+++ Entries shown

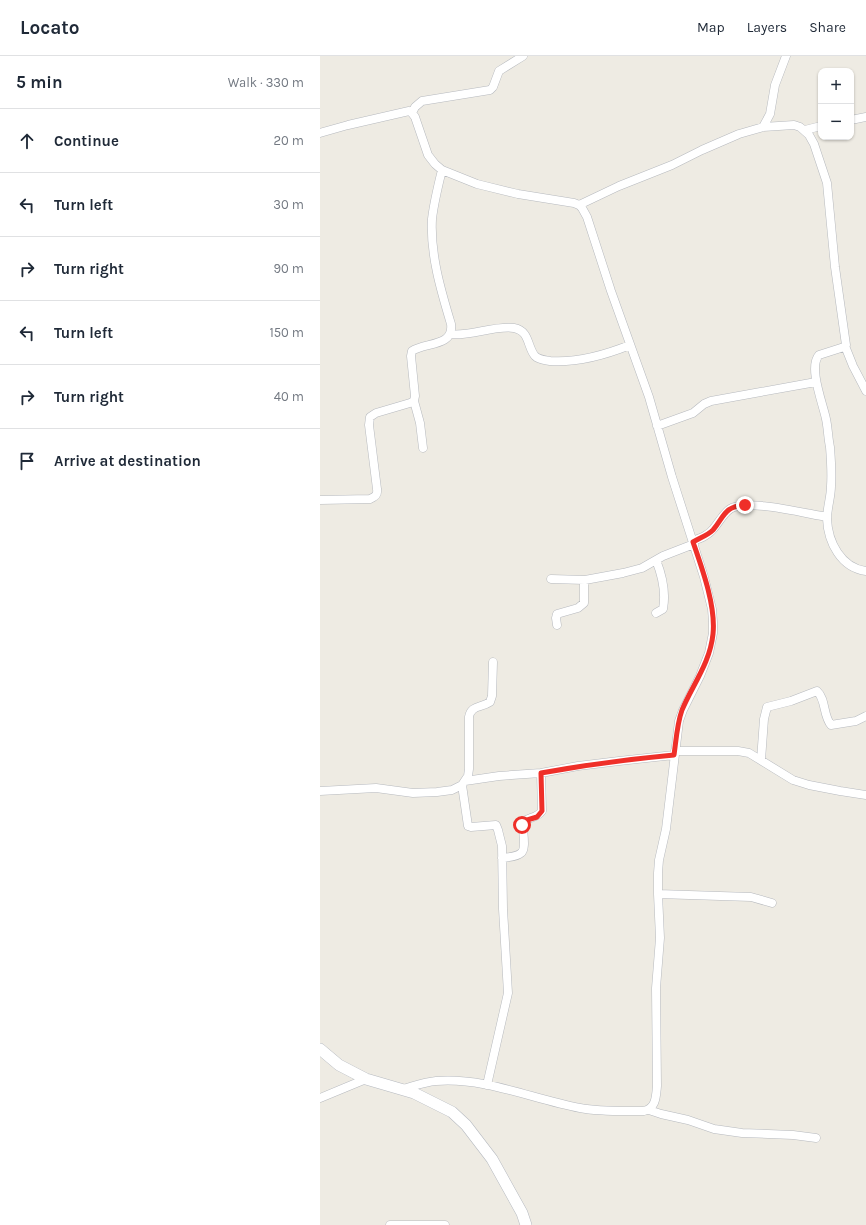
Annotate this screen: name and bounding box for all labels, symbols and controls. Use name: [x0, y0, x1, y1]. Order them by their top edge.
text: Locato: [20, 17, 80, 39]
text: Map: [697, 19, 725, 36]
text: Layers: [747, 19, 787, 36]
text: Share: [809, 19, 846, 36]
map controls: [818, 68, 854, 140]
button: +: [818, 68, 854, 104]
text: 5 min: [16, 72, 63, 92]
text: Walk · 330 m: [228, 75, 304, 90]
button: −: [818, 104, 854, 140]
icon: ahead: [16, 130, 38, 152]
text: Continue: [54, 132, 119, 150]
text: 20 m: [274, 133, 304, 148]
icon: left: [16, 194, 38, 216]
text: Turn left: [54, 196, 113, 214]
text: 30 m: [273, 197, 304, 212]
icon: right: [16, 258, 38, 280]
text: Turn right: [54, 260, 124, 278]
text: 90 m: [273, 261, 304, 276]
icon: left: [16, 322, 38, 344]
text: Turn left: [54, 324, 113, 342]
text: 150 m: [269, 325, 304, 340]
icon: right: [16, 386, 38, 408]
text: Turn right: [54, 388, 124, 406]
text: 40 m: [274, 389, 304, 404]
icon: arrive: [16, 450, 38, 472]
text: Arrive at destination: [54, 452, 201, 470]
route end: [736, 496, 754, 514]
route start: [513, 816, 531, 834]

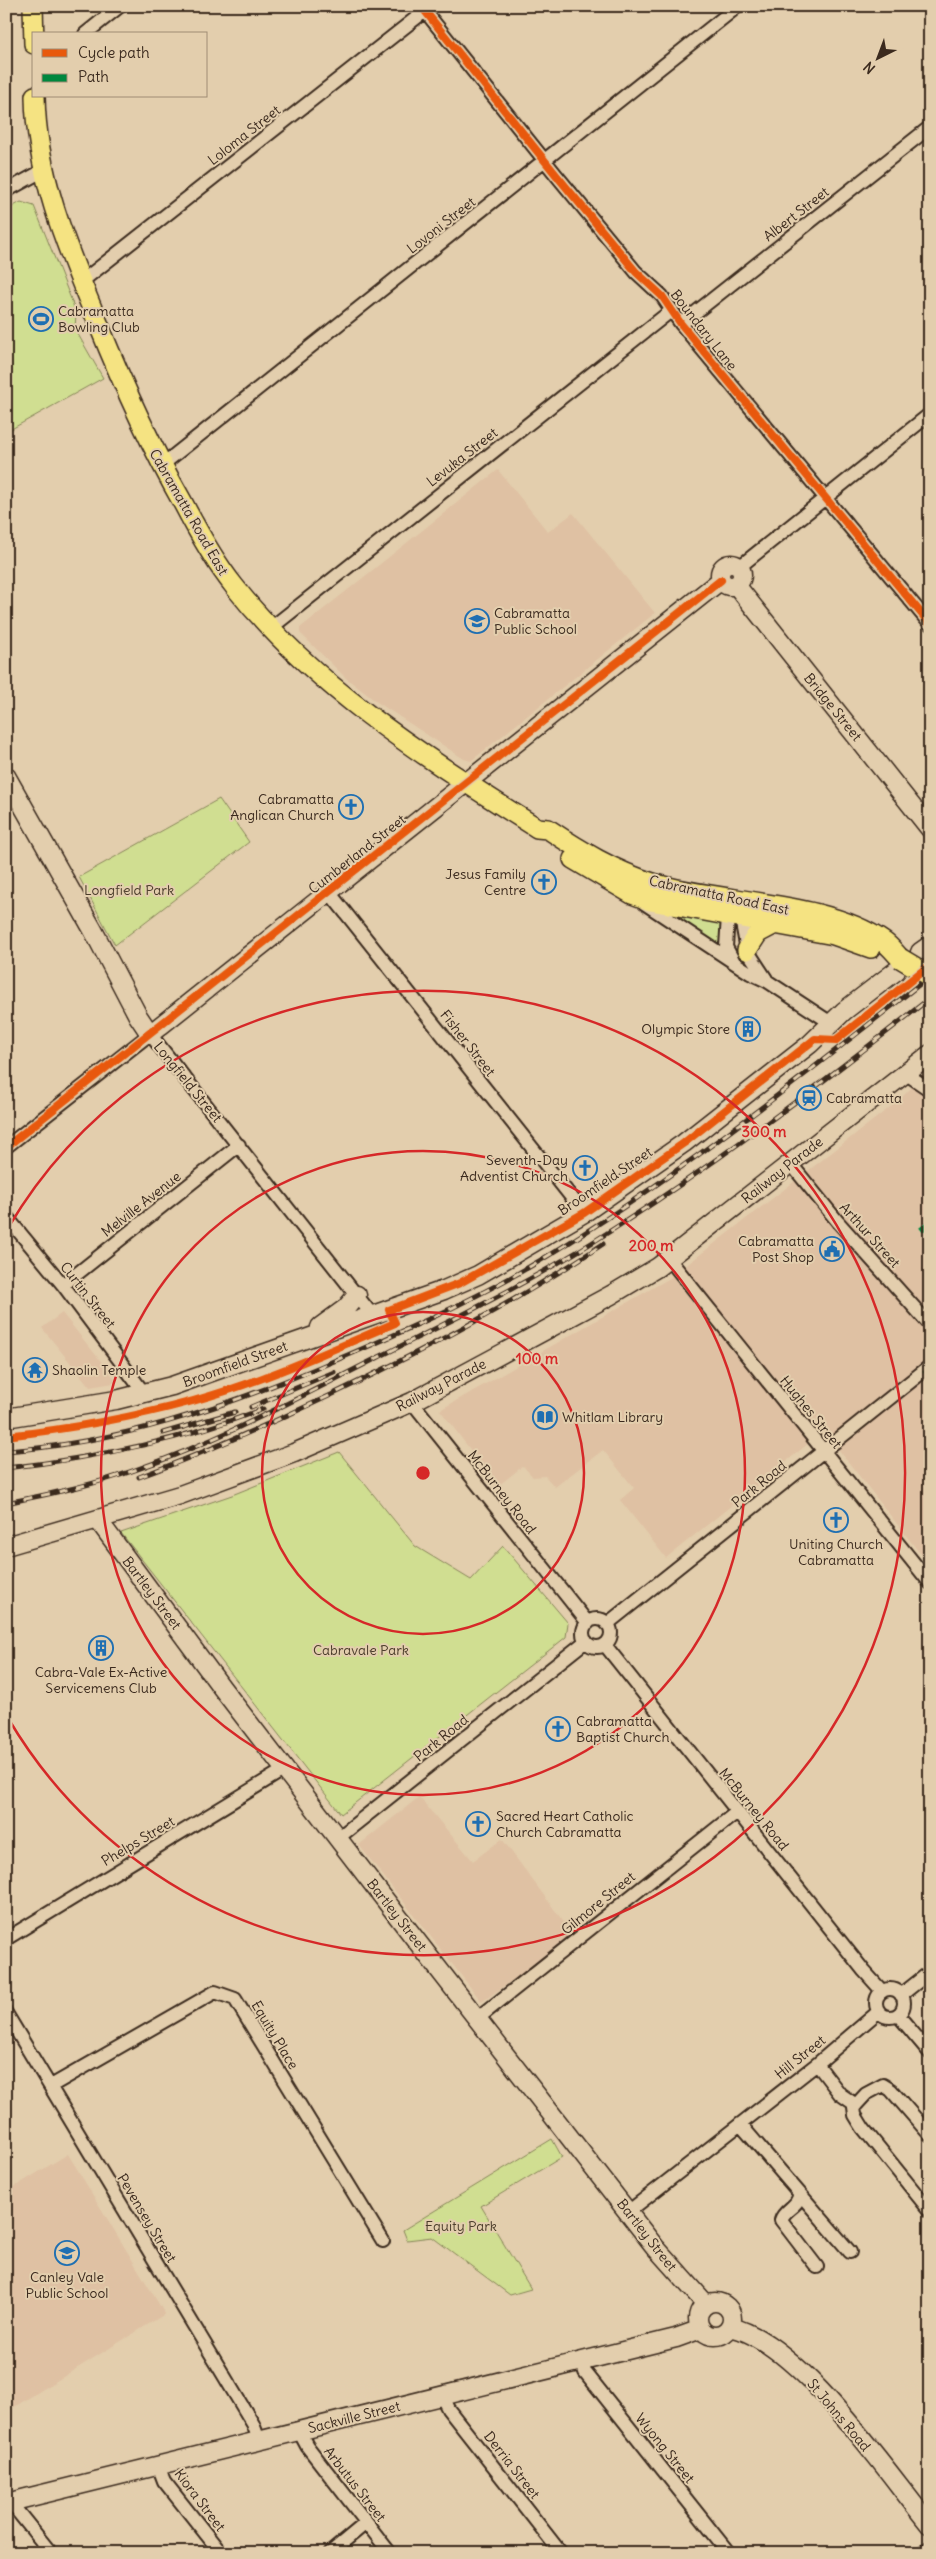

++++++

* Instructions for the task *
Your task is to collect every line above that contains the word "right".

* Solution for this problem *
icon: right: [16, 258, 38, 280]
text: Turn right: [54, 260, 124, 278]
icon: right: [16, 386, 38, 408]
text: Turn right: [54, 388, 124, 406]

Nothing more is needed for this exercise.